__Task instructions__: Skip the pictures and give back the rest of the listing exactly.

__Data section__:
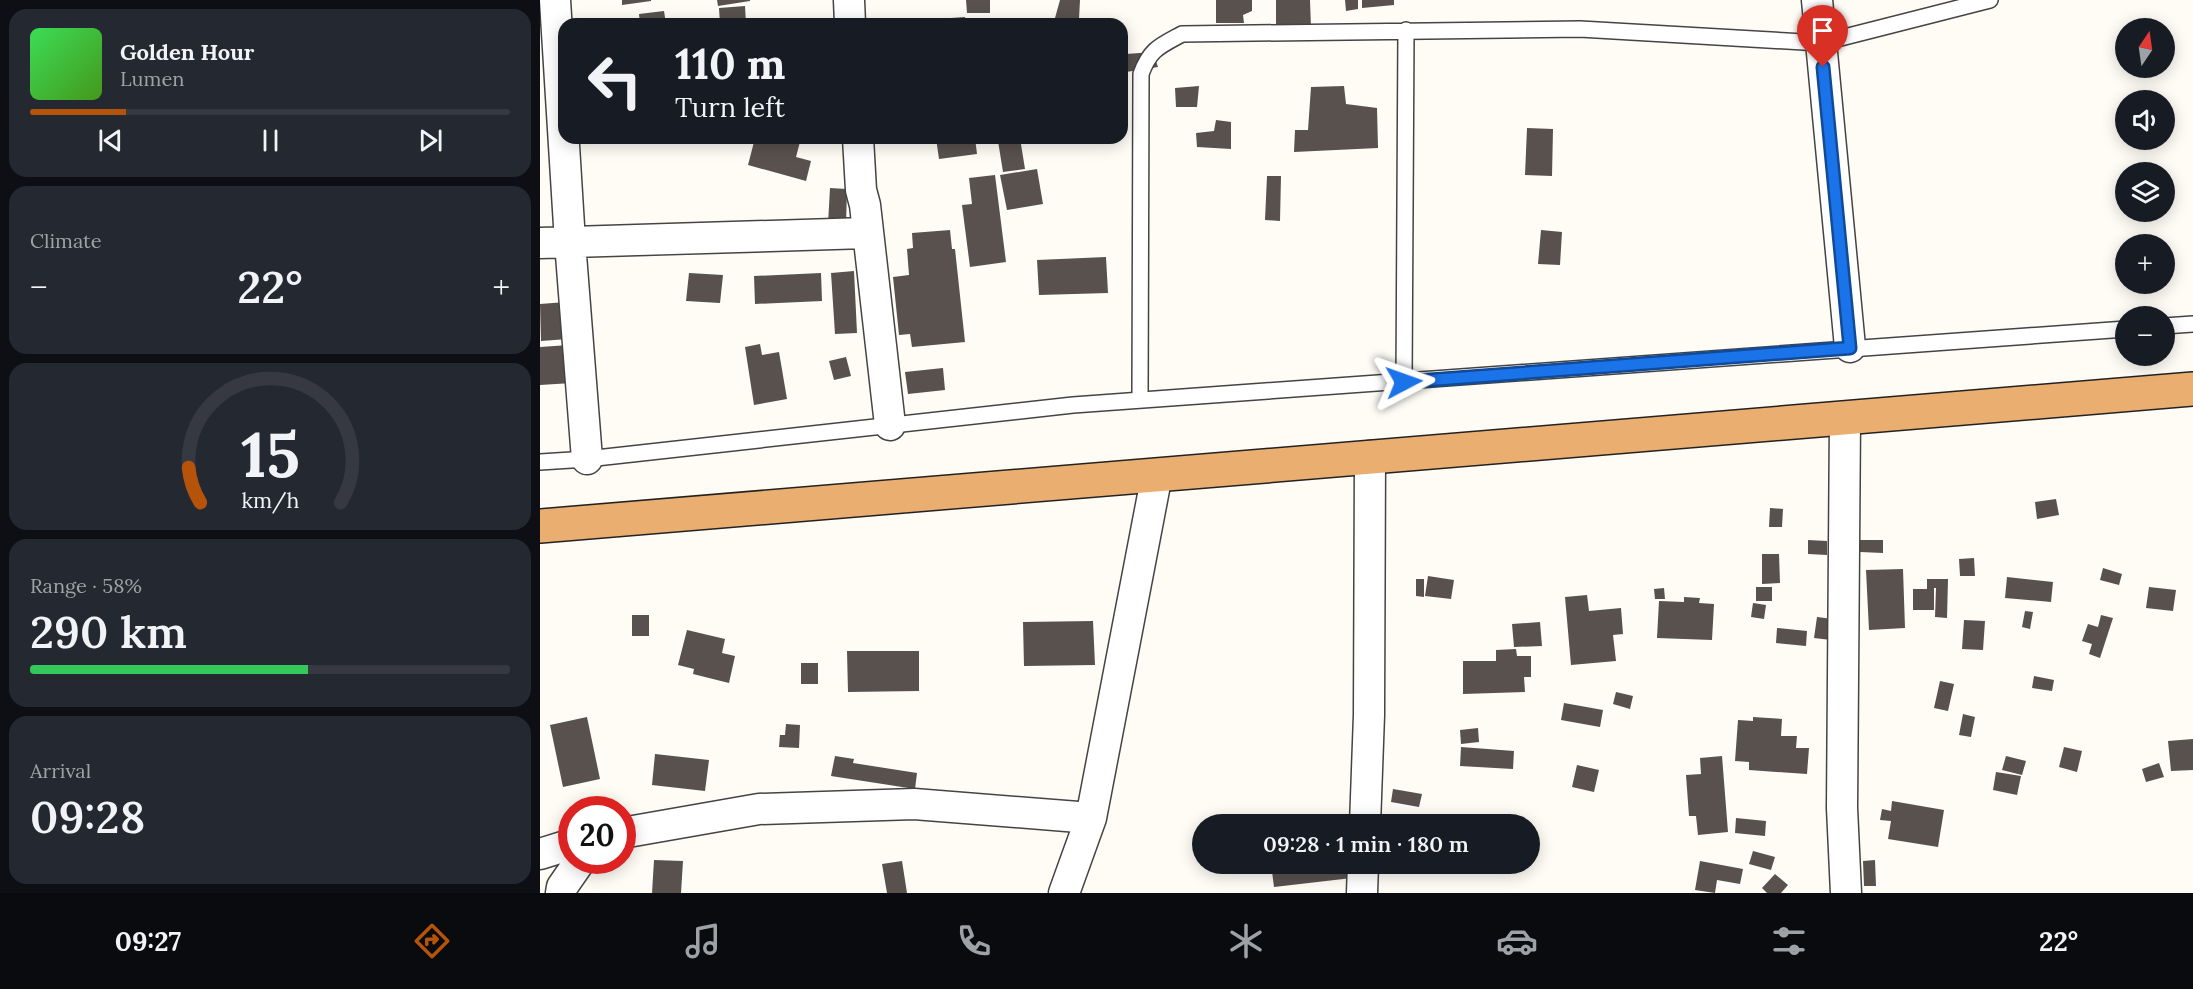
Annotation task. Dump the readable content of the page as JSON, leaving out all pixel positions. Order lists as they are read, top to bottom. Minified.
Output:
{"north":"top","page":{"map_buttons":["+","−"],"turn":["110 m","Turn left"],"song":["Golden Hour","Lumen"],"tile":["Climate",["Range · 58%","290 km"],["Arrival","09:28"]],"heat":["−","22°","+"],"limit":"20","trip":"09:28 · 1 min · 180 m","tabs":["09:27","22°"],"gauge":["15","km/h"]}}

__Exercise answer__:
Annotation task. Dump the readable content of the page as JSON, leaving out all pixel positions. Order lists as they are read, top to bottom. Minified.
Output:
{"north":"top","page":{"map_buttons":["+","−"],"turn":["110 m","Turn left"],"song":["Golden Hour","Lumen"],"tile":["Climate",["Range · 58%","290 km"],["Arrival","09:28"]],"heat":["−","22°","+"],"limit":"20","trip":"09:28 · 1 min · 180 m","tabs":["09:27","22°"],"gauge":["15","km/h"]}}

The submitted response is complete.